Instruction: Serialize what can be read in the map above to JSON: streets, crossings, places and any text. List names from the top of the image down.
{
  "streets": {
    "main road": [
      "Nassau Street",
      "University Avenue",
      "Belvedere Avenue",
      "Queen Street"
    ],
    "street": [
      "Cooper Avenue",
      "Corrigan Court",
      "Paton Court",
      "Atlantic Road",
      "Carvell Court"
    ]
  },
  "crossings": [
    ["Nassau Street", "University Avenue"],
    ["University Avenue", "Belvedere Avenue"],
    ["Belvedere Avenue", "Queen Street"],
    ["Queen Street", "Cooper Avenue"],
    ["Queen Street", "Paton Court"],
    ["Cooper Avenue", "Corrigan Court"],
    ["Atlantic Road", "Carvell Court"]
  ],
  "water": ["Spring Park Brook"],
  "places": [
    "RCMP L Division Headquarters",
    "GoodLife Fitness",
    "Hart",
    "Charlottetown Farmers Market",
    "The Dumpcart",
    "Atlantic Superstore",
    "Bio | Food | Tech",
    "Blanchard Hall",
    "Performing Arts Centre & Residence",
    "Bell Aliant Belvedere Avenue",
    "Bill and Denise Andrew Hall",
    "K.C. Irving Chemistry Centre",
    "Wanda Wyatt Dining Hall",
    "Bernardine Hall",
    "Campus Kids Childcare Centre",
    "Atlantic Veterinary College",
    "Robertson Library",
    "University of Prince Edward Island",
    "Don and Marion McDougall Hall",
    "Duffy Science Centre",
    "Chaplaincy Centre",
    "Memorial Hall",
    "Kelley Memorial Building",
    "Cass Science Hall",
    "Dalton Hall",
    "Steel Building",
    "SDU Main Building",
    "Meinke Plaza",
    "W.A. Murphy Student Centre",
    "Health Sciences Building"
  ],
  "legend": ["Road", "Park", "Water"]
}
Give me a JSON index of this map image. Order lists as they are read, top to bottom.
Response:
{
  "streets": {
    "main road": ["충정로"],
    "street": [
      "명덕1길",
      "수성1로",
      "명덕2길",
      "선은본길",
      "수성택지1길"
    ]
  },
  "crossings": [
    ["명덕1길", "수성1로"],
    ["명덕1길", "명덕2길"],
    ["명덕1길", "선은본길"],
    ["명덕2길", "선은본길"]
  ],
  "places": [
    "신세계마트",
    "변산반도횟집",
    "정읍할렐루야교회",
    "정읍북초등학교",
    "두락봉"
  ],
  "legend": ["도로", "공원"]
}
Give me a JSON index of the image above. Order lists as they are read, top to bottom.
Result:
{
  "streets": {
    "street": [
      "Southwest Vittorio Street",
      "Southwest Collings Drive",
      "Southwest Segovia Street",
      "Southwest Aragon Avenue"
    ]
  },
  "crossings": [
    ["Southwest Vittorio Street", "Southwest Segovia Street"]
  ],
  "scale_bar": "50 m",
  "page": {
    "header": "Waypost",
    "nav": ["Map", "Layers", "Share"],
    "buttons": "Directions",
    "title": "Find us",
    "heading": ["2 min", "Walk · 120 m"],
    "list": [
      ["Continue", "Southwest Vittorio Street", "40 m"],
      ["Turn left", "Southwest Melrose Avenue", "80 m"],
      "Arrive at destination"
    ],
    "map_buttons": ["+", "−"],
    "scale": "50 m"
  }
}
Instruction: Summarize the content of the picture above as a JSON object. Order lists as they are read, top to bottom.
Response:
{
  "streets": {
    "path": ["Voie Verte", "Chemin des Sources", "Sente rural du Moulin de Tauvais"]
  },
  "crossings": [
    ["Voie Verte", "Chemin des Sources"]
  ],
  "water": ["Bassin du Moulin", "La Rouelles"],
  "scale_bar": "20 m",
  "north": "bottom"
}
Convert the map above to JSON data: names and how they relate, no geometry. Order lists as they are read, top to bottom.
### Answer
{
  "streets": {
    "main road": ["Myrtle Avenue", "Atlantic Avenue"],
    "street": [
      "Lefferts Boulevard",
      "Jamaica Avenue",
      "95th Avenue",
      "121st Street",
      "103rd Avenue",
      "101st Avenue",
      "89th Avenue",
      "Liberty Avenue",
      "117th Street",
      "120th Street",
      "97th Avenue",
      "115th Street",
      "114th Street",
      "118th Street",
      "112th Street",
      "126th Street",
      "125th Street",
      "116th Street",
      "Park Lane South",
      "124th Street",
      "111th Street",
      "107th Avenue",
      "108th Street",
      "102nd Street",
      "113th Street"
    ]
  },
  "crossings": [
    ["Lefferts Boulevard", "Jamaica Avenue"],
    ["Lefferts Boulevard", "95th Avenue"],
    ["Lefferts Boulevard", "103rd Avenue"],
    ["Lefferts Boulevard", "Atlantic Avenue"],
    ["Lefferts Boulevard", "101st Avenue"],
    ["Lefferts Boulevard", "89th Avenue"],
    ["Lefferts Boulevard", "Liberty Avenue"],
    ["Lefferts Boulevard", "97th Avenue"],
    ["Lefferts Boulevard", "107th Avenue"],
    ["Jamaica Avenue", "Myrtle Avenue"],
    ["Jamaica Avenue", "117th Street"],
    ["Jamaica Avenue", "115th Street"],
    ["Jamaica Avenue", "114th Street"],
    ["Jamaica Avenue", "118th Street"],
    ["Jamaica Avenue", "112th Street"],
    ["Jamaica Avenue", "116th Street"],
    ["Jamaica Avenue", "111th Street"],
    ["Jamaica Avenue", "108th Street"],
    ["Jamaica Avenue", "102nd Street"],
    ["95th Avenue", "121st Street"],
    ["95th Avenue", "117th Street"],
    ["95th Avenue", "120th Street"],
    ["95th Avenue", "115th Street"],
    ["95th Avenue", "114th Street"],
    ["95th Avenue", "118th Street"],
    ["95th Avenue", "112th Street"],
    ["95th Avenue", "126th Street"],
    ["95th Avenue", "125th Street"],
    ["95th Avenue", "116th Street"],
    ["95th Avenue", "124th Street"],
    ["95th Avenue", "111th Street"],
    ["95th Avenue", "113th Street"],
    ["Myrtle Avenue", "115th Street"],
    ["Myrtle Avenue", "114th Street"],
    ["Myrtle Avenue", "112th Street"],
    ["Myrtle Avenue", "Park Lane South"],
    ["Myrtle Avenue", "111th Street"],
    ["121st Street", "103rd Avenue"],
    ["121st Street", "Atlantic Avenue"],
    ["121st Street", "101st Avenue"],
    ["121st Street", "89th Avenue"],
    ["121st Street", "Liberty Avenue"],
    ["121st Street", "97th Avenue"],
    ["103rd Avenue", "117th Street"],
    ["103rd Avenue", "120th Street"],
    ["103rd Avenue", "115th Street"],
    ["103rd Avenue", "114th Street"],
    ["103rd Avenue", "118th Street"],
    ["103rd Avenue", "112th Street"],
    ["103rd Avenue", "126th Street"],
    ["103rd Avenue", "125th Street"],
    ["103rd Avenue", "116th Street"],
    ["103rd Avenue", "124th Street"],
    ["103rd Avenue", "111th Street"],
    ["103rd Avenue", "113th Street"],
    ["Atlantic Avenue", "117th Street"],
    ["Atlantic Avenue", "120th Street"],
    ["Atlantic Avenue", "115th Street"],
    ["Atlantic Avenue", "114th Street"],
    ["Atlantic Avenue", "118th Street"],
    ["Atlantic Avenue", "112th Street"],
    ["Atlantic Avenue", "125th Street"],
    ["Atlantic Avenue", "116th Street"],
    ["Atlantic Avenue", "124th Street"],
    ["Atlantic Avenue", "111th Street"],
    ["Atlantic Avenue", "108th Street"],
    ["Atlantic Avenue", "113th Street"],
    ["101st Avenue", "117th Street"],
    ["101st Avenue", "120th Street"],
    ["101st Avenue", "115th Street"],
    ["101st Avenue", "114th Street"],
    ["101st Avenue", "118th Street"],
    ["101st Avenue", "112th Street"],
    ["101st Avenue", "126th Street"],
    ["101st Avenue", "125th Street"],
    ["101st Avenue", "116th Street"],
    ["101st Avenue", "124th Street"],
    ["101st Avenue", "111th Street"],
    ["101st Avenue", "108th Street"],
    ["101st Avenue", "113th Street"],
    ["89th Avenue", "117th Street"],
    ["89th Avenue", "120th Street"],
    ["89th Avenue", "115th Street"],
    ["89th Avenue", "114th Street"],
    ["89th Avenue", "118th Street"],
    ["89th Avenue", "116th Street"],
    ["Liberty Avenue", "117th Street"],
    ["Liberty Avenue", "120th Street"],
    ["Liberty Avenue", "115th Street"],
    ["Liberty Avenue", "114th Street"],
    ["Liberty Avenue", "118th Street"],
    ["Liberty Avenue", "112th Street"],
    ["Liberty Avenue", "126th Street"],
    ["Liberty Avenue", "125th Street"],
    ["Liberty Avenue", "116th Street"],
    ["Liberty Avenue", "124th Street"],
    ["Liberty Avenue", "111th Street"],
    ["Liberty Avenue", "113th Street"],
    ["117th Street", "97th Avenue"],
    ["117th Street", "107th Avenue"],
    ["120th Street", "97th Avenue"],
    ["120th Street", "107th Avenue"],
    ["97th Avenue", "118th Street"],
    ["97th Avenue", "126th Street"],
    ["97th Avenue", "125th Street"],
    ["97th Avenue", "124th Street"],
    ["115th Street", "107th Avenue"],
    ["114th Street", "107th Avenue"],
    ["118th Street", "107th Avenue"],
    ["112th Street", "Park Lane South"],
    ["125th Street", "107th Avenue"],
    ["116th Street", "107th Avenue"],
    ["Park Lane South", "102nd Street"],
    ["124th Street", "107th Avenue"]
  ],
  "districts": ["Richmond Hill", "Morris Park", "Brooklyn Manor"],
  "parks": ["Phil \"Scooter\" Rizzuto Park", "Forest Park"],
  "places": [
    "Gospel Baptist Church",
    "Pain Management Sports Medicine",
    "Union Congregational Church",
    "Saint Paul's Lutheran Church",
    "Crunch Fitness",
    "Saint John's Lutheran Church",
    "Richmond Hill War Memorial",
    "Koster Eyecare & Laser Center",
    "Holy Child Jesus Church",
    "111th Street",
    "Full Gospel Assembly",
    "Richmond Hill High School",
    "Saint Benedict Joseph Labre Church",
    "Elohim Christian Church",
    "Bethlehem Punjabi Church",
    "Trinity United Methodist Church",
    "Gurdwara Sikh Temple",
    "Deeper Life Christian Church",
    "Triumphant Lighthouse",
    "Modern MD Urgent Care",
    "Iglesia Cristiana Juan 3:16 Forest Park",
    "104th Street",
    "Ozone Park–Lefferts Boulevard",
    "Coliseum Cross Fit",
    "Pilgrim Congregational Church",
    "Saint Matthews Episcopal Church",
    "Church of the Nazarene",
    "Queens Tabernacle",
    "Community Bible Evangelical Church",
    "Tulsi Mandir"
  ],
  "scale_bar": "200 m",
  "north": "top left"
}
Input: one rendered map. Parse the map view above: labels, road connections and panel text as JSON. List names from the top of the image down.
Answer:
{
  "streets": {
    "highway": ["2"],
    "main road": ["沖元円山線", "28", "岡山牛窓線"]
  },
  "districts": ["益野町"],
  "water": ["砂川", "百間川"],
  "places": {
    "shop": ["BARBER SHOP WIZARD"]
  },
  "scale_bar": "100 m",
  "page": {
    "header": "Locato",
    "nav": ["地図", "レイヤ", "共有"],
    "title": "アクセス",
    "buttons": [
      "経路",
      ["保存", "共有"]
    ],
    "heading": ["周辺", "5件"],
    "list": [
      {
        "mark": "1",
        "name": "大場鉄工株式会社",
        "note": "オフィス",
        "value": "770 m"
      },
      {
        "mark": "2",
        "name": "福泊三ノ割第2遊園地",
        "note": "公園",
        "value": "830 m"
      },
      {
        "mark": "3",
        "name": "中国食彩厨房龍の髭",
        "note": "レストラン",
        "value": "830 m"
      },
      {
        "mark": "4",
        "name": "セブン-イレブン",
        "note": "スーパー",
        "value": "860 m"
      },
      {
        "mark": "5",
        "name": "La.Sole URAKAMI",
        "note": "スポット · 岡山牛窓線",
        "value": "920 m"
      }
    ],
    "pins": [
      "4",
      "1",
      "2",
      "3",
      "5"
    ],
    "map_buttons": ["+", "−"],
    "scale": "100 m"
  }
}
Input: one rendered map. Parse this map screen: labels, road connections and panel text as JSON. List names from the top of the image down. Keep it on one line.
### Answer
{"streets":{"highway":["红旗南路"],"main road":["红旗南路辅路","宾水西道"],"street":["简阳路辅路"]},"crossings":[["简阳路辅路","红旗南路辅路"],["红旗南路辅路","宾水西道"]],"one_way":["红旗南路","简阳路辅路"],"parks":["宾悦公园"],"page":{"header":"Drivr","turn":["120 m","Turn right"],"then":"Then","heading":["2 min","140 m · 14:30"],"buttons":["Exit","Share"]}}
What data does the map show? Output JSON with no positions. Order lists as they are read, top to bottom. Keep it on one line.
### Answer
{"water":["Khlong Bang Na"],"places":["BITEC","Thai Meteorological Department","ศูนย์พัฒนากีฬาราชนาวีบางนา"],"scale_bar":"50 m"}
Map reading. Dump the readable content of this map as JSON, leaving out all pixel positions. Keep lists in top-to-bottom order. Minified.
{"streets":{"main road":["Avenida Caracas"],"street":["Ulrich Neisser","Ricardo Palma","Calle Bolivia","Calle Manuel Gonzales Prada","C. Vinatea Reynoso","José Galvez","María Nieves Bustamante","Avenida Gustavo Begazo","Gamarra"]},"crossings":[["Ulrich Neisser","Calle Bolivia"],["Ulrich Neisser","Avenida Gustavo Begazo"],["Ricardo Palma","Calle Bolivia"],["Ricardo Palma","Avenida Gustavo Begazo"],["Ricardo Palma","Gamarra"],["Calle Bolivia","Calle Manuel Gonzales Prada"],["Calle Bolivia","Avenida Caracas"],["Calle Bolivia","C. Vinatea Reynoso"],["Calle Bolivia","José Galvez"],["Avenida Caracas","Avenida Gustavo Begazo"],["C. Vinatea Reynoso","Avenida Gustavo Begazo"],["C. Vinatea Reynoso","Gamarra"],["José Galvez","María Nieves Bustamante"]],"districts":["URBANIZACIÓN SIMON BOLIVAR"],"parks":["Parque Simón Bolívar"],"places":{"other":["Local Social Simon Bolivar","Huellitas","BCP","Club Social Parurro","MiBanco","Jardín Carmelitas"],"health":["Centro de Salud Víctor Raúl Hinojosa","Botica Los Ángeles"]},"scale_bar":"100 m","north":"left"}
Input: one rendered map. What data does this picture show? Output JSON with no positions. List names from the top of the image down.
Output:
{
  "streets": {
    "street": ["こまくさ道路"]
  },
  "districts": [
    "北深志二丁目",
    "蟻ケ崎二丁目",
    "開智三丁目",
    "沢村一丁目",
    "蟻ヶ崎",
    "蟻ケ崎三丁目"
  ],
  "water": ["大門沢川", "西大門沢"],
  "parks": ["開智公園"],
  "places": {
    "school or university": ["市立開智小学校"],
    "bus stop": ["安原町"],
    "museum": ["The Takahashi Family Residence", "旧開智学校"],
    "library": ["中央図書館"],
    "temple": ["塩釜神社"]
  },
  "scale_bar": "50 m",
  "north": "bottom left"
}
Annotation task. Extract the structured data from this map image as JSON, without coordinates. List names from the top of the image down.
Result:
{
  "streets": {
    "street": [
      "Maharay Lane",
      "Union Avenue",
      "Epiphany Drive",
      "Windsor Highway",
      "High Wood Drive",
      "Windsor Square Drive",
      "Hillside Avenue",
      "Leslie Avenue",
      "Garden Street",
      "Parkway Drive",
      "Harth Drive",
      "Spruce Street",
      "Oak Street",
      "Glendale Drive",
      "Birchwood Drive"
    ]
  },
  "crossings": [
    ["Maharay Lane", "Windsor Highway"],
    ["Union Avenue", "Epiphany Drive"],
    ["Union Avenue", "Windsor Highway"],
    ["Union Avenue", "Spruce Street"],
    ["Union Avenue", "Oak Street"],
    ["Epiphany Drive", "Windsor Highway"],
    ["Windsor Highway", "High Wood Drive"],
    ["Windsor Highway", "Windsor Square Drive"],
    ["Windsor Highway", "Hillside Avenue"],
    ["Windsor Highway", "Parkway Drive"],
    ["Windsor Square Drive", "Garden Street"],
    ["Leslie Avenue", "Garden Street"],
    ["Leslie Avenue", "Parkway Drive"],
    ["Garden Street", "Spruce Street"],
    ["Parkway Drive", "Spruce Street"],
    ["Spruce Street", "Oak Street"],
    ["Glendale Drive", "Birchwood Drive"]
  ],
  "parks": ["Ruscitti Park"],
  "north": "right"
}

§ **Problem requirements**: Beginning at the line above that contains "Input: one rendered map. Parse the", return each line exactly through the line that contains "Input: one rendered map. Parse this", and no others.

§ **Solution for this task**:
Input: one rendered map. Parse the map view above: labels, road connections and panel text as JSON. List names from the top of the image down.
Answer:
{
  "streets": {
    "highway": ["2"],
    "main road": ["沖元円山線", "28", "岡山牛窓線"]
  },
  "districts": ["益野町"],
  "water": ["砂川", "百間川"],
  "places": {
    "shop": ["BARBER SHOP WIZARD"]
  },
  "scale_bar": "100 m",
  "page": {
    "header": "Locato",
    "nav": ["地図", "レイヤ", "共有"],
    "title": "アクセス",
    "buttons": [
      "経路",
      ["保存", "共有"]
    ],
    "heading": ["周辺", "5件"],
    "list": [
      {
        "mark": "1",
        "name": "大場鉄工株式会社",
        "note": "オフィス",
        "value": "770 m"
      },
      {
        "mark": "2",
        "name": "福泊三ノ割第2遊園地",
        "note": "公園",
        "value": "830 m"
      },
      {
        "mark": "3",
        "name": "中国食彩厨房龍の髭",
        "note": "レストラン",
        "value": "830 m"
      },
      {
        "mark": "4",
        "name": "セブン-イレブン",
        "note": "スーパー",
        "value": "860 m"
      },
      {
        "mark": "5",
        "name": "La.Sole URAKAMI",
        "note": "スポット · 岡山牛窓線",
        "value": "920 m"
      }
    ],
    "pins": [
      "4",
      "1",
      "2",
      "3",
      "5"
    ],
    "map_buttons": ["+", "−"],
    "scale": "100 m"
  }
}
Input: one rendered map. Parse this map screen: labels, road connections and panel text as JSON. List names from the top of the image down. Keep it on one line.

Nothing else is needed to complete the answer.